The YouTube channel of the Royal European Academy of Doctors-Barcelona 1914 (RAED) already has the video summary of the academic session “Sostenibilidad, retos y desafíos del sistema de pensiones”, (Sustainability and challenges of the pension system), held in Barcelona on June 28 and moderated by José Ramón Calvo, president of the Institute of International Cooperation of the RAED. The event was framed in the cycle of debates promoted by the Academy on current issues and was attended by José Luis Bonet, president of the Chamber of Commerce of Spain and full academician elected of the RAED; Myrta Casanovas, businesswoman and philanthropist; José María Gay de Liébana, professor of Economics and Business at the University of Barcelona, renowned analyst and full academician of the RAED number; Pau Miret, researcher at the Centre for Demographic Studies of the Autonomous University of Barcelona, and José Luis Salido, professor of Law at the University of Barcelona, full academician and president of the Social Sciences Section of the Royal Academy.

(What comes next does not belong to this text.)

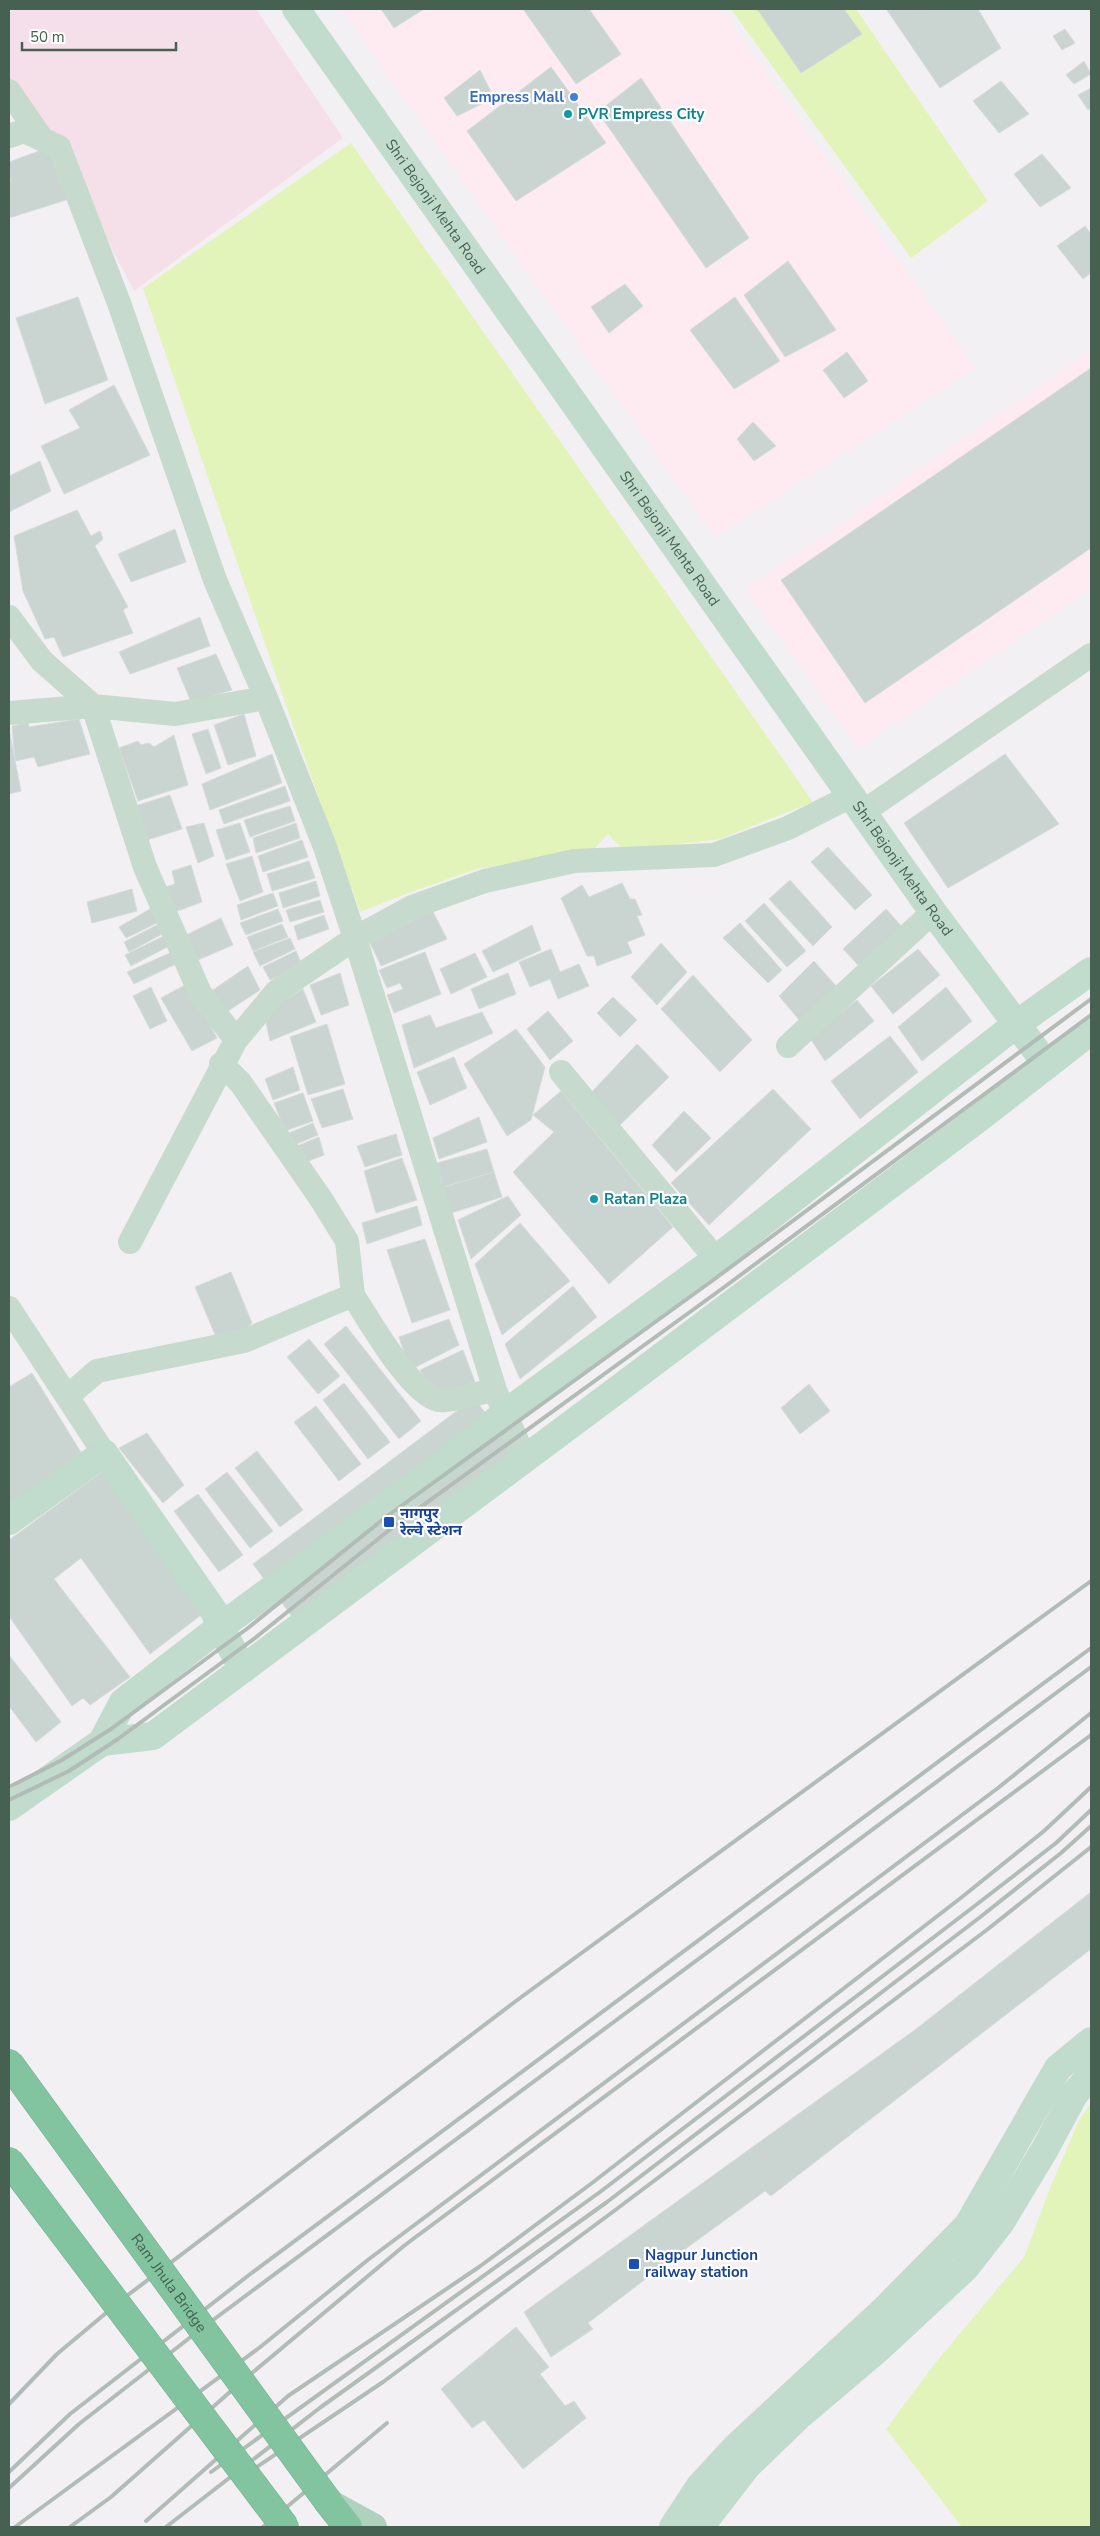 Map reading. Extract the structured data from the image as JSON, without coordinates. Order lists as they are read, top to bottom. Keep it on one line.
{"streets":{"highway":["Ram Jhula Bridge"],"main road":["Shri Bejonji Mehta Road"]},"places":{"other":["Empress Mall","PVR Empress City","Ratan Plaza"],"transit":["नागपुर रेल्वे स्टेशन","Nagpur Junction railway station"]},"scale_bar":"50 m"} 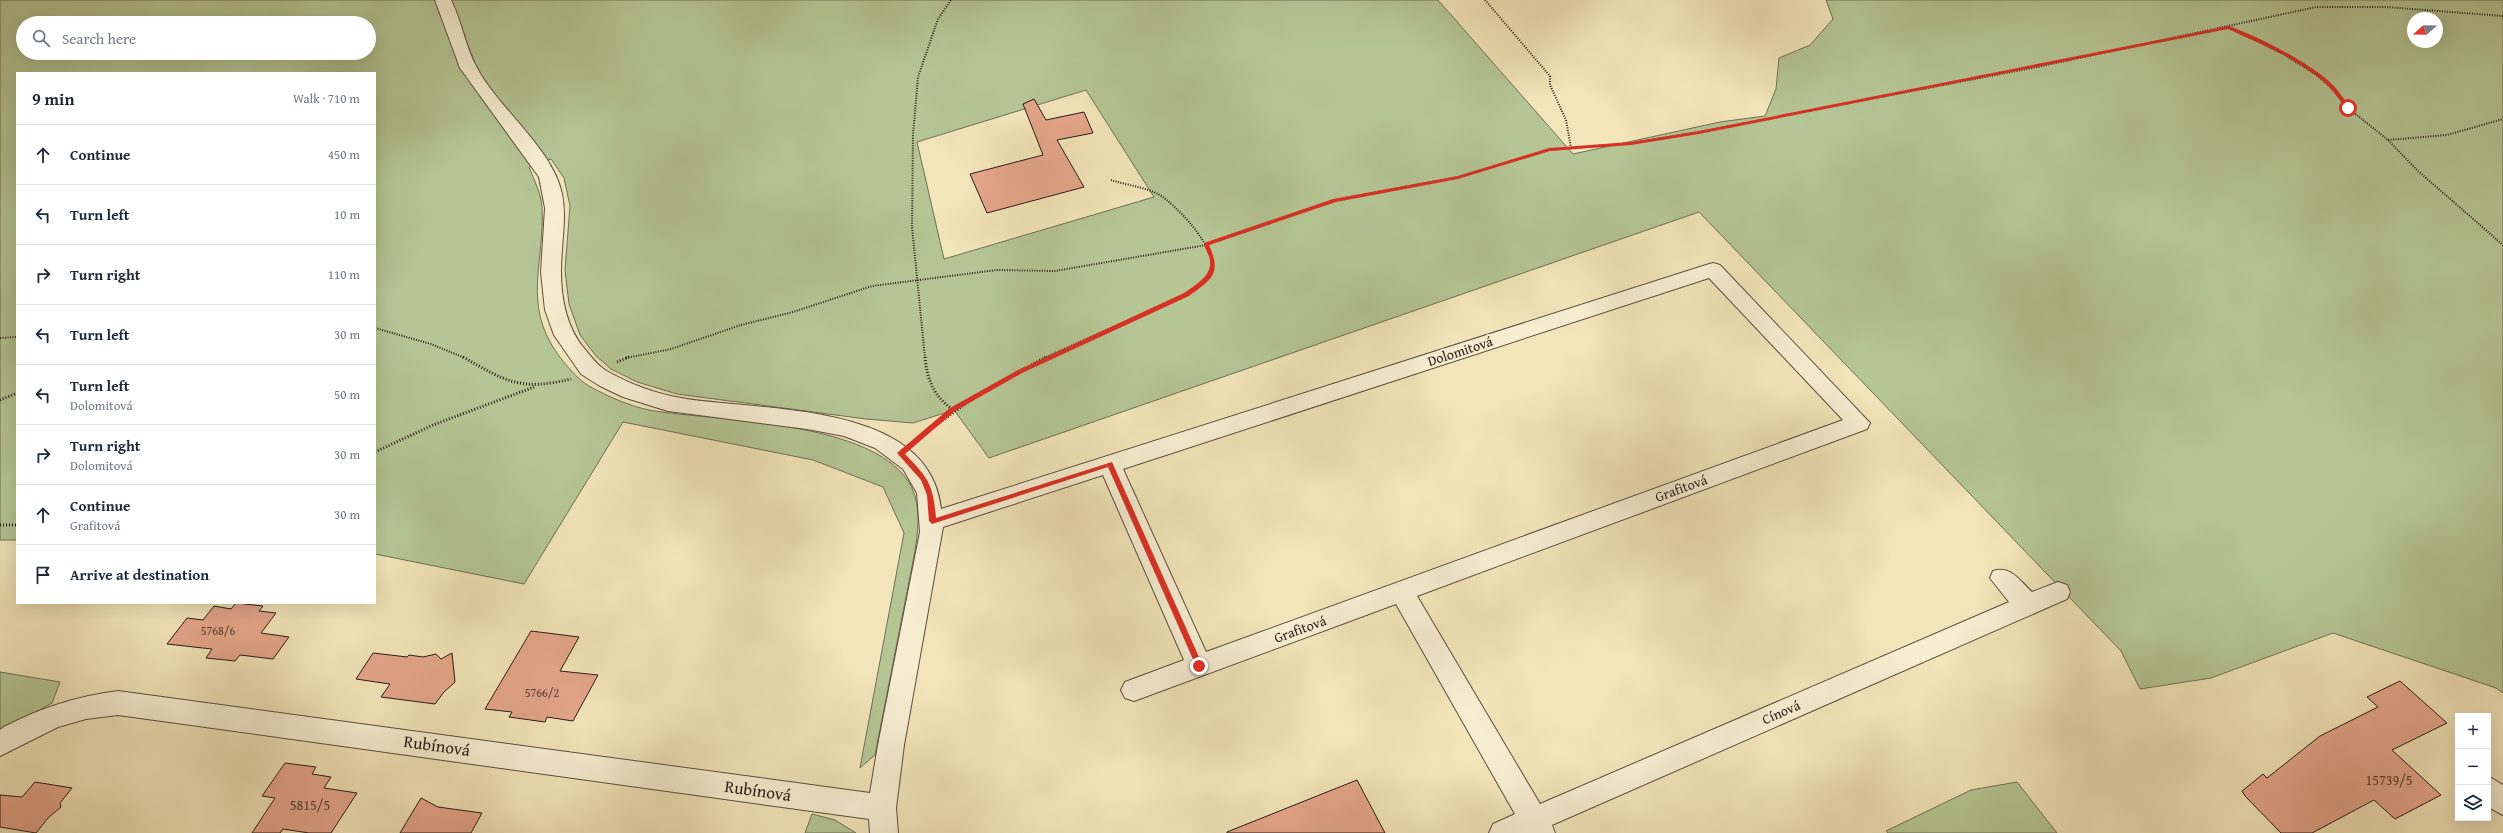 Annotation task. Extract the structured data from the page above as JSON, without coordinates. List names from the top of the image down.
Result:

The session addressed the sustainability of the Spanish pension system and Social Security and the different alternatives considered to make it viable in the medium and long term. Gay de Liébana said that the current pension system collects 6,000 million more than what it spends, although “money goes to places that it shouldn’t, and isn’t spent on pensions or insuring the system”. Miret, for his part, said that the bankruptcy in the public pension system cannot be attributed to demographics: “Spain currently enjoys good demographic health, since it concentrates a large number of contributors in adulthood and the more productive part of the working life, a fact that could be used to fill the pension fund”.
Salido spoke openly about the “bankruptcy” of the current pension system in Spain when it faces eight or ten million pensioners. Bonet was very critical of a system that “compulsorily retires people with a great productive capacity and doesn’t take advantage of their experience and capacity to create wealth for society” and Casanova stressed the urgency of proposing innovative formulas that help to make sustainable the current system of pensions, such as the reduction of public expenses in entities that don’t contribute wealth and value to society or, even, generate a lottery destined solely for pensions with the legal endorsement of their social purpose.